M. Faucher (Claude): Nous, ce qu'on pense, c'est qu'à partir du moment où on fait... Parce que l'entreprise privée ? j'écoutais tout à l'heure ? investir, investissement privé, investissement privé, c'est drôle, il n'y a pas d'entreprises privées qui vont nous donner de l'argent pour nous faire plaisir, là. L'investissement privé, c'est pour faire de l'argent. Alors, pourquoi le réseau public se désagrégerait pour faire faire de l'argent à de l'entreprise privée? Parce qu'il y a un glissement dangereux. Plus on va favoriser l'entreprise privée, plus on va mettre de la pression sur le réseau public, plus on va tenter de faire apparaître que le réseau public est moins performant, plus on va vouloir... C'est le principe de la saucisse, ça, M. le ministre.

M. Couillard: Si vous voulez, on va se donner mutuellement le bénéfice des bonnes intentions, là, puis on veut, tous les deux, le bien de la société puis le progrès du monde, etc. Mais, à mon avis, c'est ce genre de fermeture là à toute modification des façons de faire qui est la plus grande menace à long terme du système de santé.

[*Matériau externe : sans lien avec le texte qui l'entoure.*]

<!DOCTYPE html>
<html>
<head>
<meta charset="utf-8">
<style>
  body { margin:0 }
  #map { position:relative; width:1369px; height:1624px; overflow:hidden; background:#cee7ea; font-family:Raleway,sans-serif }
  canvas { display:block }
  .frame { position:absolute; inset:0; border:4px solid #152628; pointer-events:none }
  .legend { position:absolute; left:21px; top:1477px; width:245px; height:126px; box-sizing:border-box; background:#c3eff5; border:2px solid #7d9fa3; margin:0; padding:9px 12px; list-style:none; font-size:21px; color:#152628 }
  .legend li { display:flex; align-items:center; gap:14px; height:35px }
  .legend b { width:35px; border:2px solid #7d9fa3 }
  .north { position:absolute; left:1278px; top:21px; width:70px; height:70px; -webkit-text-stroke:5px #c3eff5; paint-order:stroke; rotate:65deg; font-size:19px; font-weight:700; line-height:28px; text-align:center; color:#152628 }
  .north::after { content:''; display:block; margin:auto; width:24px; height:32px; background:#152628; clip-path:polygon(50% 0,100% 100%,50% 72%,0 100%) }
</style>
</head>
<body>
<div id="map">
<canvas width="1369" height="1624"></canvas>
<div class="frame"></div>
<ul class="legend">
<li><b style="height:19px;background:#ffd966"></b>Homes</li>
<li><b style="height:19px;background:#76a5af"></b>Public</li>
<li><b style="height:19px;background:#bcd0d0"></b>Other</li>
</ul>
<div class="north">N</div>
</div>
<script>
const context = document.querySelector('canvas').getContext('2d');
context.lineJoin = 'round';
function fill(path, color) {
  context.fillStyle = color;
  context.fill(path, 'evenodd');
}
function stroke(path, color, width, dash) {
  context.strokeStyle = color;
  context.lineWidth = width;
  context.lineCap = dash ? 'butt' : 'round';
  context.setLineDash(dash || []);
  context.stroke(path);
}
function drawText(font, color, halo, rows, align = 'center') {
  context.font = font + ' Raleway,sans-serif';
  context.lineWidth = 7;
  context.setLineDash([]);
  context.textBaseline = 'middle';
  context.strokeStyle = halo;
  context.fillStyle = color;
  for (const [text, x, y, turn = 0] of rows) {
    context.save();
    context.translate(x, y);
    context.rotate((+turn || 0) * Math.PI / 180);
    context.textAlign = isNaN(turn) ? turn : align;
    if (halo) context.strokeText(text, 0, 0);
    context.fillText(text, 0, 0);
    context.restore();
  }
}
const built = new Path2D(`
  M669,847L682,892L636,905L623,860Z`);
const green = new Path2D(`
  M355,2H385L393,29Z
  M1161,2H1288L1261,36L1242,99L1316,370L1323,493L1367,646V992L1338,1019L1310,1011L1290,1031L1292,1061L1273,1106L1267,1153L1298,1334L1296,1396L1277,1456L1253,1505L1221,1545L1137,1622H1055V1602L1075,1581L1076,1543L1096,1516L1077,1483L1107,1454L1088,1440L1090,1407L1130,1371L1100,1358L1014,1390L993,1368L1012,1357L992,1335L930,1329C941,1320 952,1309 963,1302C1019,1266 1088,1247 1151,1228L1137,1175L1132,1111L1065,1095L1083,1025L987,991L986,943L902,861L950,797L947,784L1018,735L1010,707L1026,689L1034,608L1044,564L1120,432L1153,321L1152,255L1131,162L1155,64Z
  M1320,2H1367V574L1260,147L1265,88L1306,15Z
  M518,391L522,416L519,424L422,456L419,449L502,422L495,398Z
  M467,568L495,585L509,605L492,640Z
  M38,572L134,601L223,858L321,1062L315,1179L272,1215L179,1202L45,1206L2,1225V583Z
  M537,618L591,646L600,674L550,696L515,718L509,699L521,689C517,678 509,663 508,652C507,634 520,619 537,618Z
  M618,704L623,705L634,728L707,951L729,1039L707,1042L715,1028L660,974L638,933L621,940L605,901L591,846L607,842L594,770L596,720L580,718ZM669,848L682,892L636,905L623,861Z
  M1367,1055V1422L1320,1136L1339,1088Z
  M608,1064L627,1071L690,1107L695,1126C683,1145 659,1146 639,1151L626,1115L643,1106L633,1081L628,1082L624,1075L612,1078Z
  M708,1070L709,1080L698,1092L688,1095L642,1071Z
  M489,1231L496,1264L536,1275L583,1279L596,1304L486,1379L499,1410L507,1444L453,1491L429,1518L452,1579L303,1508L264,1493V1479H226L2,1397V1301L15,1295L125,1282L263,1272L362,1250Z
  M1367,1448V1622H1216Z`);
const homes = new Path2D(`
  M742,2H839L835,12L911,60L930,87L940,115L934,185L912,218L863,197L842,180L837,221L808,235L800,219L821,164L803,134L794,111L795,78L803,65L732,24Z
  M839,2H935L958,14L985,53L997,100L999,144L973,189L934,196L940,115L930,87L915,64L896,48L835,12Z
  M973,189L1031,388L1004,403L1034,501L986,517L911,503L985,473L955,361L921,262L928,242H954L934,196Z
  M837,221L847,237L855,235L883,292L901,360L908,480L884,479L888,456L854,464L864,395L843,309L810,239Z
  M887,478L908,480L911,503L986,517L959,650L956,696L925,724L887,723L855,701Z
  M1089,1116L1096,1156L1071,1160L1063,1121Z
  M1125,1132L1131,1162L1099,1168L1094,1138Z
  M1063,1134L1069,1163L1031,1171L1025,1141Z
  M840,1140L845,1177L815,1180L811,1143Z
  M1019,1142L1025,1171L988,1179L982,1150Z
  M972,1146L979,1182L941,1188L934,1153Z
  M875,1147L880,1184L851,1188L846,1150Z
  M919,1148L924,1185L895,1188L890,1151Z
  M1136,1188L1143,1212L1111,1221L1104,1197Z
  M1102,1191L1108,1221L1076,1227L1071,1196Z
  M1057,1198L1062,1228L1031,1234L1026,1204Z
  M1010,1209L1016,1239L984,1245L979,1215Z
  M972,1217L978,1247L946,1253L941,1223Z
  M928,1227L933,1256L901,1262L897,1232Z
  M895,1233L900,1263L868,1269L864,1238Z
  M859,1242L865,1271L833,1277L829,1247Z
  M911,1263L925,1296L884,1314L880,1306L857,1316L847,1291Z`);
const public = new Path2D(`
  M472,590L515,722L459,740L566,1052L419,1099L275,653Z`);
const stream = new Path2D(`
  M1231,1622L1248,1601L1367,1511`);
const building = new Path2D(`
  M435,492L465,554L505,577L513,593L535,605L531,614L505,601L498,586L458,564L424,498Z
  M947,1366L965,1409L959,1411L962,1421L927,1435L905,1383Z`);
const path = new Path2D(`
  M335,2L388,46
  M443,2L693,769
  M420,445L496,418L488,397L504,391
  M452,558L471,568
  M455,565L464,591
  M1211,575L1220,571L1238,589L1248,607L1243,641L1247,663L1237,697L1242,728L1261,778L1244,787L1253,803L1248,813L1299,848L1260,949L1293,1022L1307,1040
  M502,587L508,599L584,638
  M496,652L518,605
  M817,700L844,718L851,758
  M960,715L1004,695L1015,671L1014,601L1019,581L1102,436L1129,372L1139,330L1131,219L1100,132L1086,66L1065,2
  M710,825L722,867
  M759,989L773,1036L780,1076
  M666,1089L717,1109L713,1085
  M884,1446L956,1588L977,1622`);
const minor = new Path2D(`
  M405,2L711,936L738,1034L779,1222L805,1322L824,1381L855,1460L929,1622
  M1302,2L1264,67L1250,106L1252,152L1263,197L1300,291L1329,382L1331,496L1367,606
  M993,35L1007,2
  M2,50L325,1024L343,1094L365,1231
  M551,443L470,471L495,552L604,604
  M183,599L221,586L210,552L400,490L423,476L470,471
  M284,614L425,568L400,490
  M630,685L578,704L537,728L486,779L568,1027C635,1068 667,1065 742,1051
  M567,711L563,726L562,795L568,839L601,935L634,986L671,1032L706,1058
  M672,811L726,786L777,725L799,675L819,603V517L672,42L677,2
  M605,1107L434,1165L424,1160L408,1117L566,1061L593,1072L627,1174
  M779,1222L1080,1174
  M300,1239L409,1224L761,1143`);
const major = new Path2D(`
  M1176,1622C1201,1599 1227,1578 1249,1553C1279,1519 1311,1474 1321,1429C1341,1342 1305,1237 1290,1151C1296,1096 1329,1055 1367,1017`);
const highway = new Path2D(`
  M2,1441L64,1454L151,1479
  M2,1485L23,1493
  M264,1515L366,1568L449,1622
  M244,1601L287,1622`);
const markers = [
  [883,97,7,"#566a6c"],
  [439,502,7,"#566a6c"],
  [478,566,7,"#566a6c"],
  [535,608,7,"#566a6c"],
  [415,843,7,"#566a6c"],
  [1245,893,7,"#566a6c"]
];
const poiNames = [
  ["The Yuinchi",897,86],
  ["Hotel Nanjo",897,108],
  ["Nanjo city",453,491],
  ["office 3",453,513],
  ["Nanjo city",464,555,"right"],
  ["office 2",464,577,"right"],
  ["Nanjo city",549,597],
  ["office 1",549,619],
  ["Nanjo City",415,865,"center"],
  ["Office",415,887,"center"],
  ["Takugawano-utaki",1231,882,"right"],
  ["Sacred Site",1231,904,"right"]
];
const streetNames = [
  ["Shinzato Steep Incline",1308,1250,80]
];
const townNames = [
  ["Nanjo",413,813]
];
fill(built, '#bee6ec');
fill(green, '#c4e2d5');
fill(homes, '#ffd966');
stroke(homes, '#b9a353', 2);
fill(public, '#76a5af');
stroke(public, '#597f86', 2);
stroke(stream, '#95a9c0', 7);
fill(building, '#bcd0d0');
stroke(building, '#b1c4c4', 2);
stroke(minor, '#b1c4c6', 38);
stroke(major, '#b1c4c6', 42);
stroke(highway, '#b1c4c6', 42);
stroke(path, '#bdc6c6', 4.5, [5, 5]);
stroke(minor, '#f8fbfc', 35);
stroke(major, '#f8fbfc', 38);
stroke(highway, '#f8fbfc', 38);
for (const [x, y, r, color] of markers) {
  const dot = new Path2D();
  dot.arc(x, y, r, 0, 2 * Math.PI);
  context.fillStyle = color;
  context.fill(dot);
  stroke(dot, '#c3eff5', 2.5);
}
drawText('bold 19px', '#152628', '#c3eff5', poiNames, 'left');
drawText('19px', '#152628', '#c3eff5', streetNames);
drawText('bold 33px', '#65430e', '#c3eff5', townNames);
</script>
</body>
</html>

M. Faucher (Claude): Non, non, non. Écoutez, non. Ça, c'est le discours que certains tiennent pour laisser croire qu'on ne veut pas de changements. Au contraire, on en a proposé, des changements, au comité Ménard. Mais ce qu'on dit, nous, là: Intervenons dans le réseau, changeons les façons de faire dans le réseau, changeons nos pratiques médicales, vérifions si les nouvelles technologies sont nécessaires et utilisées à bon escient, puis si c'est nécessaire d'en avoir partout ou si on ne pourrait pas avoir des centres plus spécialisés à certains égards. Vérifions les façons de faire dans le réseau public puis donnons de l'air au réseau public, c'est ça qu'on dit, nous. On ne dit pas qu'il ne faut pas rien changer. Bien au contraire, il faut changer des choses, mais il faut changer des choses là où ça compte, de changer des choses, puis, dans le rapport Ménard, je m'excuse, là, à l'égard de ces trois éléments-là, vous n'avez à peu près pas de propositions.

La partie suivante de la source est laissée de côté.